The usual types of mistakes break into two areas- that the will was not properly executed in accordance with established principles ,or the will itself does not make sense, is ambiguous, and needs to be constructed and interpreted.
Section 59 of WESA provides a new section allowing the court to rectify a will if the court determines that the will fails to carry out the will maker’s intentions because of:
1) an error arising from an accidental slip or omission;
2) a misunderstanding of the will maker’s instructions;
3) A failure to carry out the will maker’s instructions.
The court further allows for extrinsic evidence, that is evidence relating to the circumstances under which the will instructions were given and the will executed ,including evidence of the will maker’s intent, in order to prove the existence of the circumstance described in section 1 aforesaid .
For further reading on the construction or interpretation of wills, also see blogs on this site dated September 8,2011
June 1, 2012
April 20,2013 and
June 2, 2013.
The general guidelines of case law with respect to interpretation and construction of wills is as follows:
The goal in interpreting a will is to give effect to the testamentary intentions of the testatrix for the distribution of her estate: Rondel v. Robinson Estate, 2011 ONCA 493, 337 D.L.R. (4th) 193, at para. 23.
 The Ontario Superior Court of Justice in Re Kaptyn Estate, 2010 ONSC 4293, 102 O.R. (3d) 1, (“Kaptyn Estate”) helpfully summarized many of the principles relating to the interpretation and construction of wills:
a) The court will seek to determine the actual intention of the testator, as opposed to an objective intent presumed by law (para. 31).
b) Other cases interpreting words in other wills are of little assistance since the task is to interpret this testator’s subjective intentions (para. 32).
c) There is a distinction between interpretation and construction of a will. Interpretation seeks to determine the testator’s subjective intentions from the words used in light of the surrounding circumstances.
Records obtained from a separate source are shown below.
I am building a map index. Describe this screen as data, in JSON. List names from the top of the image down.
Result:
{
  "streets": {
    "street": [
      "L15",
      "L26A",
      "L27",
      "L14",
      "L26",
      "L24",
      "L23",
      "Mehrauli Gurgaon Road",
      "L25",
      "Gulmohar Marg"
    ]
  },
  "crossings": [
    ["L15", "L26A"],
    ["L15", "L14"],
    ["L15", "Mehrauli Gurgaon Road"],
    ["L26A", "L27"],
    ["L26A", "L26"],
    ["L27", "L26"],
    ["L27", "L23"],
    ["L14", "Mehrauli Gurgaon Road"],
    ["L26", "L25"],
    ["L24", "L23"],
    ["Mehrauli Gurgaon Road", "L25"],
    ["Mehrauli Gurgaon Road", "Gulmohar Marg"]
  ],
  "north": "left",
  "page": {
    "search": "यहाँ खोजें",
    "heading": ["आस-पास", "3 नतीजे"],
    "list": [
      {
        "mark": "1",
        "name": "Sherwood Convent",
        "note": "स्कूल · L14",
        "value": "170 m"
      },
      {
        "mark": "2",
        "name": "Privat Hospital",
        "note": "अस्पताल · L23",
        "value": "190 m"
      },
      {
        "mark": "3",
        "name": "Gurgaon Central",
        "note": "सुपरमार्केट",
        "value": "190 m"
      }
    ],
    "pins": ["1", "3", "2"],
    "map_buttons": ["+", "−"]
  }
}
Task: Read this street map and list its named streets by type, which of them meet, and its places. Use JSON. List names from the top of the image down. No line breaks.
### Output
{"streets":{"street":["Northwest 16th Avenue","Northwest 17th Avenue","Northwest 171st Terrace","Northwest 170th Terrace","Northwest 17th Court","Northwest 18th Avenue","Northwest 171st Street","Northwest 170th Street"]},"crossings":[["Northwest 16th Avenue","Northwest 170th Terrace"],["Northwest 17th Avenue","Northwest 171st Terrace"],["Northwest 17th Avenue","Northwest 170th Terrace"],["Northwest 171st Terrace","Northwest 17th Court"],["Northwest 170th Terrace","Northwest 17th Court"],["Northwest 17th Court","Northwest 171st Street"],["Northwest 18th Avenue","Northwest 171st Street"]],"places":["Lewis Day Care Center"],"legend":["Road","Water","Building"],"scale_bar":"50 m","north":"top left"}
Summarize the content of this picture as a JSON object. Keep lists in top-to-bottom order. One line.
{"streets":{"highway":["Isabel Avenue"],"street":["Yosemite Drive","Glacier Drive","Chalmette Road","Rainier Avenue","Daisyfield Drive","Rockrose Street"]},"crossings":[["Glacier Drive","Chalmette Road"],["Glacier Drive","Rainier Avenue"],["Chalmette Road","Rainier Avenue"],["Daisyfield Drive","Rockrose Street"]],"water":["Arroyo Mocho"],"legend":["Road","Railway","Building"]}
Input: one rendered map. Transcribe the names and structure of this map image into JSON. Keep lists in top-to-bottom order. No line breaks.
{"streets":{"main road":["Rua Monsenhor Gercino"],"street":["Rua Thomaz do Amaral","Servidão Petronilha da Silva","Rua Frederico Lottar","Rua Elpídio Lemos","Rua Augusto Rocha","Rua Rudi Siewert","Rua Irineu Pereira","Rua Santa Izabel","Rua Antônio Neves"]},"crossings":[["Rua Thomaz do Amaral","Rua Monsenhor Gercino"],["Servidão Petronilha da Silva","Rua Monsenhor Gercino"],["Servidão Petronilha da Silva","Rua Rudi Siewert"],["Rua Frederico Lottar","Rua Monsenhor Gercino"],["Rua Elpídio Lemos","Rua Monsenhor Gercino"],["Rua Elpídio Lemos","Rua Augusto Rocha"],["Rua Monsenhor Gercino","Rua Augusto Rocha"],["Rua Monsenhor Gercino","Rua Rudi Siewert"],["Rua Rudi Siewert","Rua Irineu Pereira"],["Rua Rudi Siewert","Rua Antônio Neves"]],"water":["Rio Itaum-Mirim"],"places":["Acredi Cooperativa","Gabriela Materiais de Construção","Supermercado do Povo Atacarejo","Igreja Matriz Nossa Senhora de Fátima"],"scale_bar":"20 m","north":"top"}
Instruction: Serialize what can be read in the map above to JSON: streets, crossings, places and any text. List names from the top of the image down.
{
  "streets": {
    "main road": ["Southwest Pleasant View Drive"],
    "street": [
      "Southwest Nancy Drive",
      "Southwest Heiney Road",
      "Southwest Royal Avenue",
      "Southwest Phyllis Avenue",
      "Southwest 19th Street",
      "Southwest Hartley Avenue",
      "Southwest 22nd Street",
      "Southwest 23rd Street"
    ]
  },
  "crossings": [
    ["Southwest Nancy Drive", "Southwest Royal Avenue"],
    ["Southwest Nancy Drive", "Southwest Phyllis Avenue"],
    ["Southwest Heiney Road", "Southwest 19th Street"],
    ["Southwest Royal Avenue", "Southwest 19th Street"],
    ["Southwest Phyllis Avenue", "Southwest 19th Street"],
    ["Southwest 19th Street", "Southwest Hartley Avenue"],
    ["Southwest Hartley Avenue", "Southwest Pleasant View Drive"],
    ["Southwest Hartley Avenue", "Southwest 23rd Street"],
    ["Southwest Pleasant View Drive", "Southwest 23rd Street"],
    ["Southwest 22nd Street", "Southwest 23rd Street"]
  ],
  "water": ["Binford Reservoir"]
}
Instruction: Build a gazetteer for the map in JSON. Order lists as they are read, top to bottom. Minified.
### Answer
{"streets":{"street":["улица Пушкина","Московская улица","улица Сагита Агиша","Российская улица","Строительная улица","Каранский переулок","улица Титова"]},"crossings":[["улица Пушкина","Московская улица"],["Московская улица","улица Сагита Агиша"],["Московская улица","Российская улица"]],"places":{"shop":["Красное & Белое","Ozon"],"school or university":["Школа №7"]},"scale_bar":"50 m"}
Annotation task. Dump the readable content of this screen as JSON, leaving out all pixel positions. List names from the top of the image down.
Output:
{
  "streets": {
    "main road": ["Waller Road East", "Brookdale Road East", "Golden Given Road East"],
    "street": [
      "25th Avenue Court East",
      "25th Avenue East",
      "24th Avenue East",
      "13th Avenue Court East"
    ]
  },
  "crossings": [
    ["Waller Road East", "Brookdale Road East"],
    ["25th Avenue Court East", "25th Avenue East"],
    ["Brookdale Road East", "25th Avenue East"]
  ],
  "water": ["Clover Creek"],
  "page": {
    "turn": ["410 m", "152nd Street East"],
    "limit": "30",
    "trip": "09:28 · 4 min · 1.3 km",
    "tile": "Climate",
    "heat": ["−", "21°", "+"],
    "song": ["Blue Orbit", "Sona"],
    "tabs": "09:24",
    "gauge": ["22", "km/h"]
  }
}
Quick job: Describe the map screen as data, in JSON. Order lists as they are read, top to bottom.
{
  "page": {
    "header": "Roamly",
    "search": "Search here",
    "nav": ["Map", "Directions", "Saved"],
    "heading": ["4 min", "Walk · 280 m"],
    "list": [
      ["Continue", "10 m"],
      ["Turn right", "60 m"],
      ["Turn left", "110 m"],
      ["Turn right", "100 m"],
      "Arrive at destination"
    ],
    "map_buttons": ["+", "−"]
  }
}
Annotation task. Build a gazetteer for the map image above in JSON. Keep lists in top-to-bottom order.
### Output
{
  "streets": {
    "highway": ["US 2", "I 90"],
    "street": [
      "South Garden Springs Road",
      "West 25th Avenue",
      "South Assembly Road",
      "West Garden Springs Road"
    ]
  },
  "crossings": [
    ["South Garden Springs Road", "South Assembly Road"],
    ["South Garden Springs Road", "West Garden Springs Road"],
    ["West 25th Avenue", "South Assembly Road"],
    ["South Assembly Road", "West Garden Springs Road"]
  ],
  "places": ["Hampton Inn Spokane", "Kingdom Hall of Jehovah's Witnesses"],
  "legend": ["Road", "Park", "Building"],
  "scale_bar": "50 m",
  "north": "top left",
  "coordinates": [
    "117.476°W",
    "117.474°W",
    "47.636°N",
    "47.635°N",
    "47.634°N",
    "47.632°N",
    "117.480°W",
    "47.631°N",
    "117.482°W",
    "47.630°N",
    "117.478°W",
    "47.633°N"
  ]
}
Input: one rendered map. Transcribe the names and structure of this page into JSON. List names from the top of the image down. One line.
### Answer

Rules of construction are a default process turned to by the courts when the testator’s actual intentions cannot be ascertained (para 34).
d) The starting position of the court is the “armchair rule”, where the court puts itself in the place of the testator at the time when he made his will. This allows consideration of some extrinsic evidence of the surrounding circumstances known to the testator as might bear on his intentions (para. 35).
e) The authorities distinguish between admissible and inadmissible extrinsic evidence in interpreting a will (paras. 35-38):
i. “indirect extrinsic evidence” of the surrounding circumstances known to the testator at the time he made the will is generally admissible. This includes evidence of such things such as the testator’s occupation and property and financial situation; his relationships with family and friends; and natural objects of his grant;
ii. “direct extrinsic evidence” of the testator’s intentions is generally inadmissible. This is so as to preserve the will itself as the primary evidence, and to avoid the situation of an “oral will” displacing the written form. However, there is an exception where there is an “equivocation”, namely, where the will describes two or more persons or things equally well. In that situation, the law will allow evidence of the testator’s intention. Examples of inadmissible direct evidence are such things as notes or statements of the testator as to his intention, or instructions he gave his lawyer in preparing the will;
f) the court will interpret the will viewed as a whole (para. 138);
g) the court will prefer an interpretation that leads to a testacy, not an intestacy (para. 139); and,
h) the court will not hesitate to correct obvious mistakes, including deleting or inserting words, where to do so accords with the testator’s intentions, or where not to do so would lead to an absurd result (para 140).
 The proper approach of the court is to consider the language of the will in light of the surrounding circumstances together, rather than one first and then the other: Abram Estate v. Shankoff, 2007 BCSC 1368 at para. 77.